In 2024, US government agencies moved $183.2 billion onto general-use prepaid cards across roughly 1,200 separate programmes, according to the Federal Reserve. That is one slice of a shift the payments industry spent two decades ignoring.
For years the hard engineering problem was pay-in: how to accept money faster, cheaper and from more places. Paying money out was an afterthought, handled by cheques and next-day bank files.
That has flipped. Getting funds to a named recipient quickly is now a competitive product in its own right, and the disbursement card is its most visible form.
The card, though, is the part that matters least. Underneath the plastic sits a contest over which rail carries the money, and the answer increasingly is not a card at all.
Why outbound became the hard part
A payout has always been technically simple and operationally miserable. Cheques take days to arrive and clear, invite fraud, and assume the recipient has a fixed address.

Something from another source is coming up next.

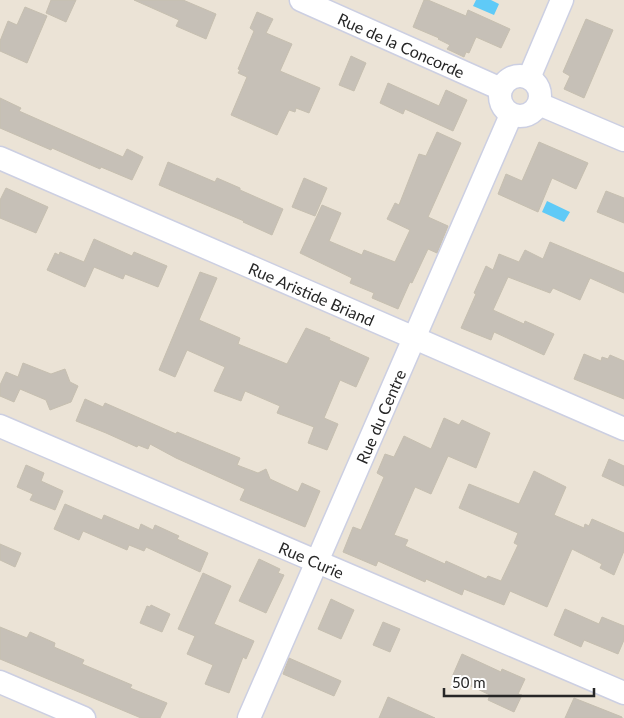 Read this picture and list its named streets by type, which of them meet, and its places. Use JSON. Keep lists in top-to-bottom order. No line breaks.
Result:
{"streets":{"street":["Rue de la Concorde","Rue Aristide Briand","Rue du Centre","Rue Curie"]},"crossings":[["Rue de la Concorde","Rue du Centre"],["Rue Aristide Briand","Rue du Centre"],["Rue du Centre","Rue Curie"]],"scale_bar":"50 m"}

An ACH transfer is cheap but settles in one to three business days and needs the recipient’s routing and account numbers, which people rarely have to hand when they are filing a claim or accepting a gig payout.

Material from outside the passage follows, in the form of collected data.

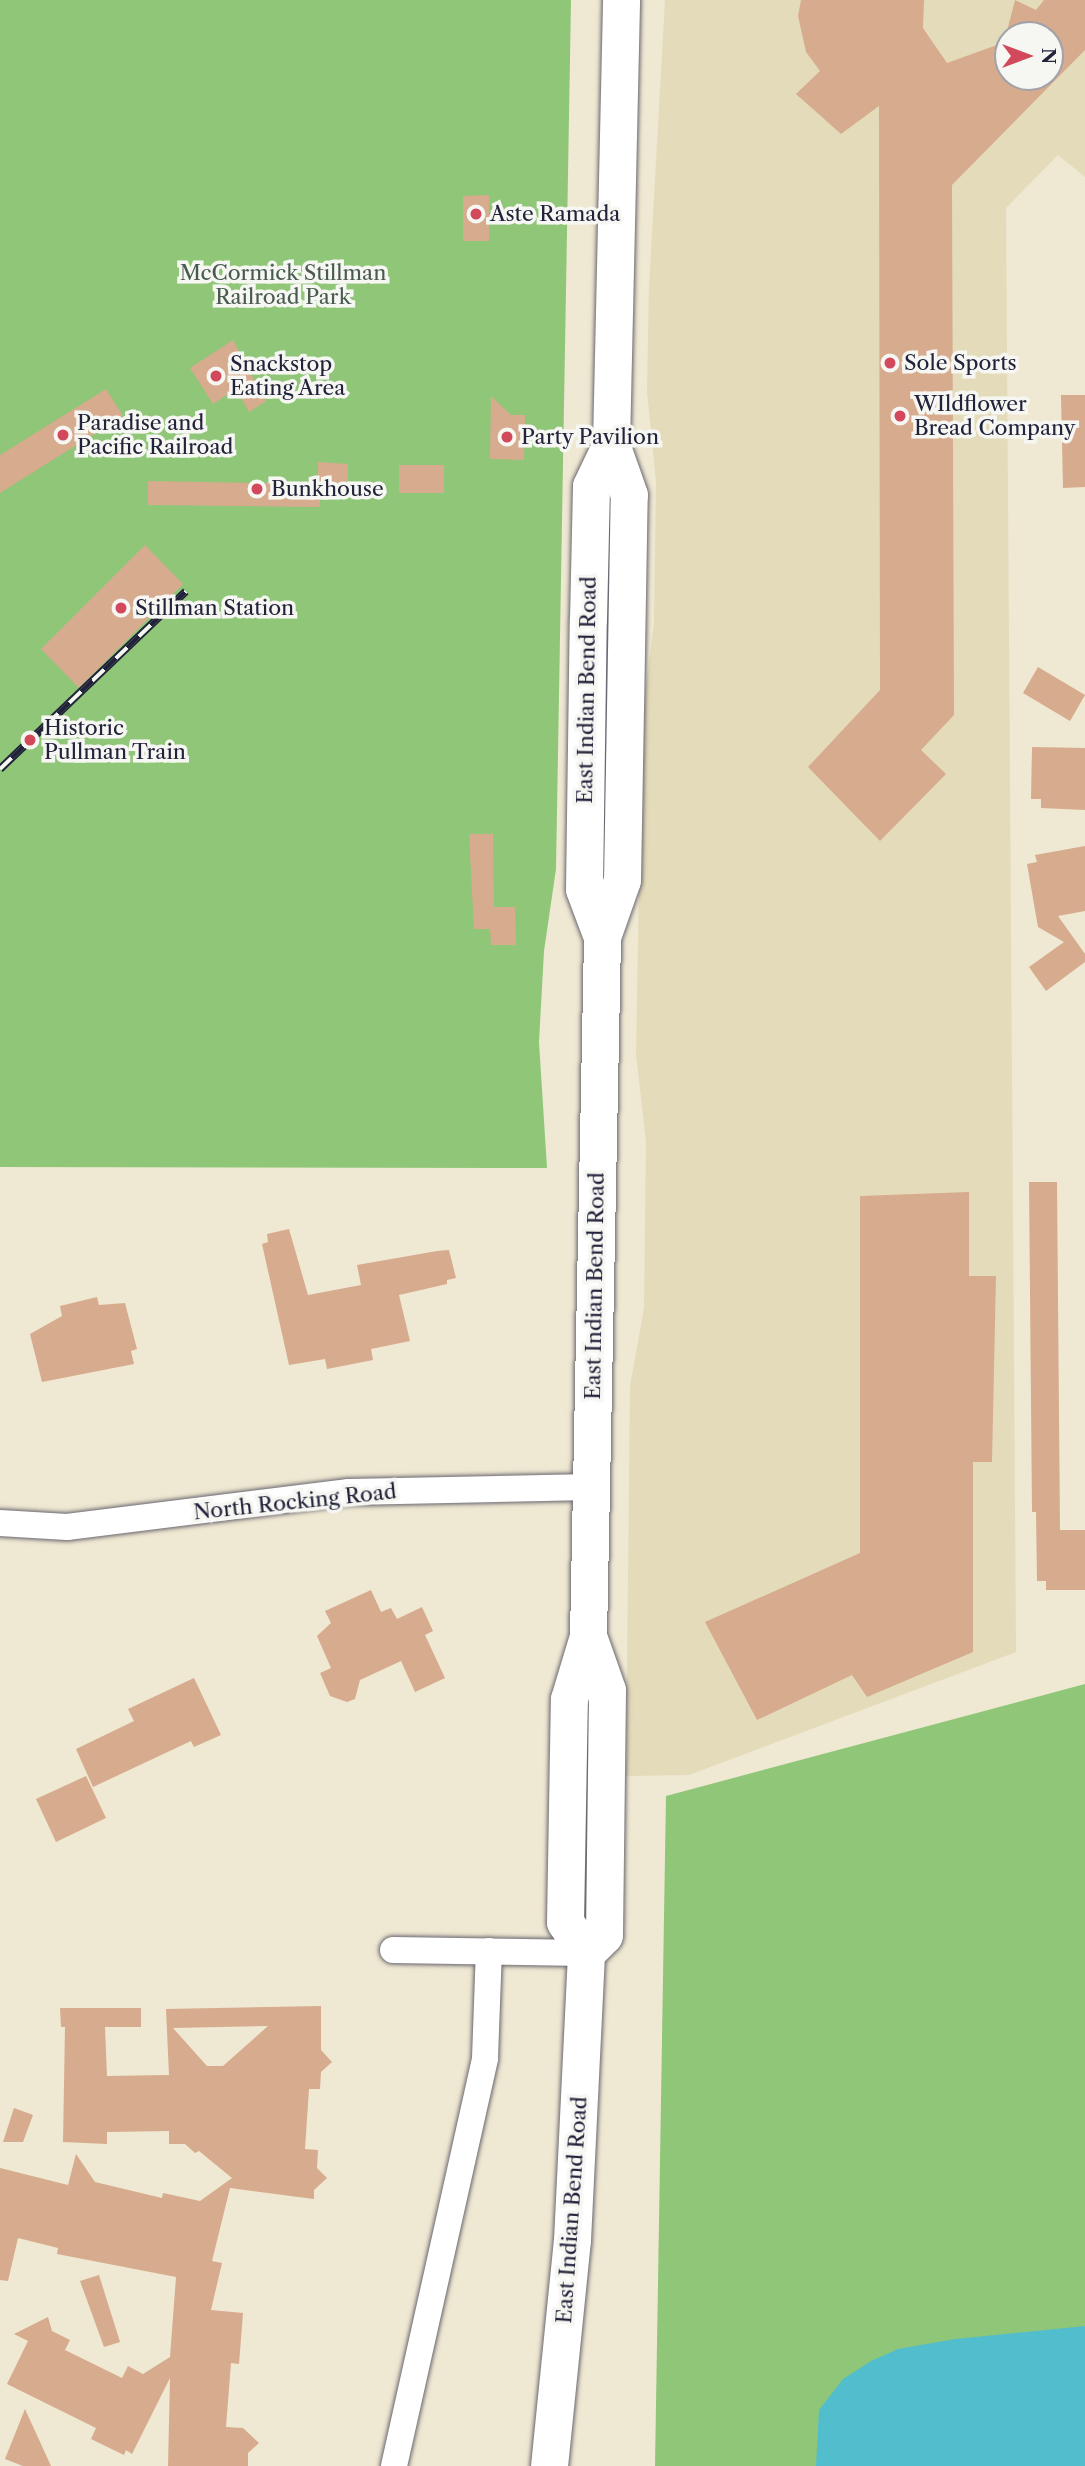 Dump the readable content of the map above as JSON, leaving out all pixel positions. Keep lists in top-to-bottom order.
{
  "streets": {
    "main road": ["East Indian Bend Road"],
    "street": ["North Rocking Road"]
  },
  "crossings": [
    ["East Indian Bend Road", "North Rocking Road"]
  ],
  "parks": ["McCormick Stillman Railroad Park"],
  "places": [
    "Aste Ramada",
    "Sole Sports",
    "Snackstop Eating Area",
    "WIldflower Bread Company",
    "Paradise and Pacific Railroad",
    "Party Pavilion",
    "Bunkhouse",
    "Stillman Station",
    "Historic Pullman Train"
  ],
  "north": "right"
}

Push-to-card removed most of that friction by anchoring the payout to the card rather than the account. A business initiates the payment and the funds land on the recipient’s existing debit or prepaid card.
Visa’s rails, Visa Direct, reach more than 195 countries and 160 currencies; Mastercard Send covers a similar footprint. In the US, Visa requires card issuers to make funds available within 30 minutes of approving the transaction.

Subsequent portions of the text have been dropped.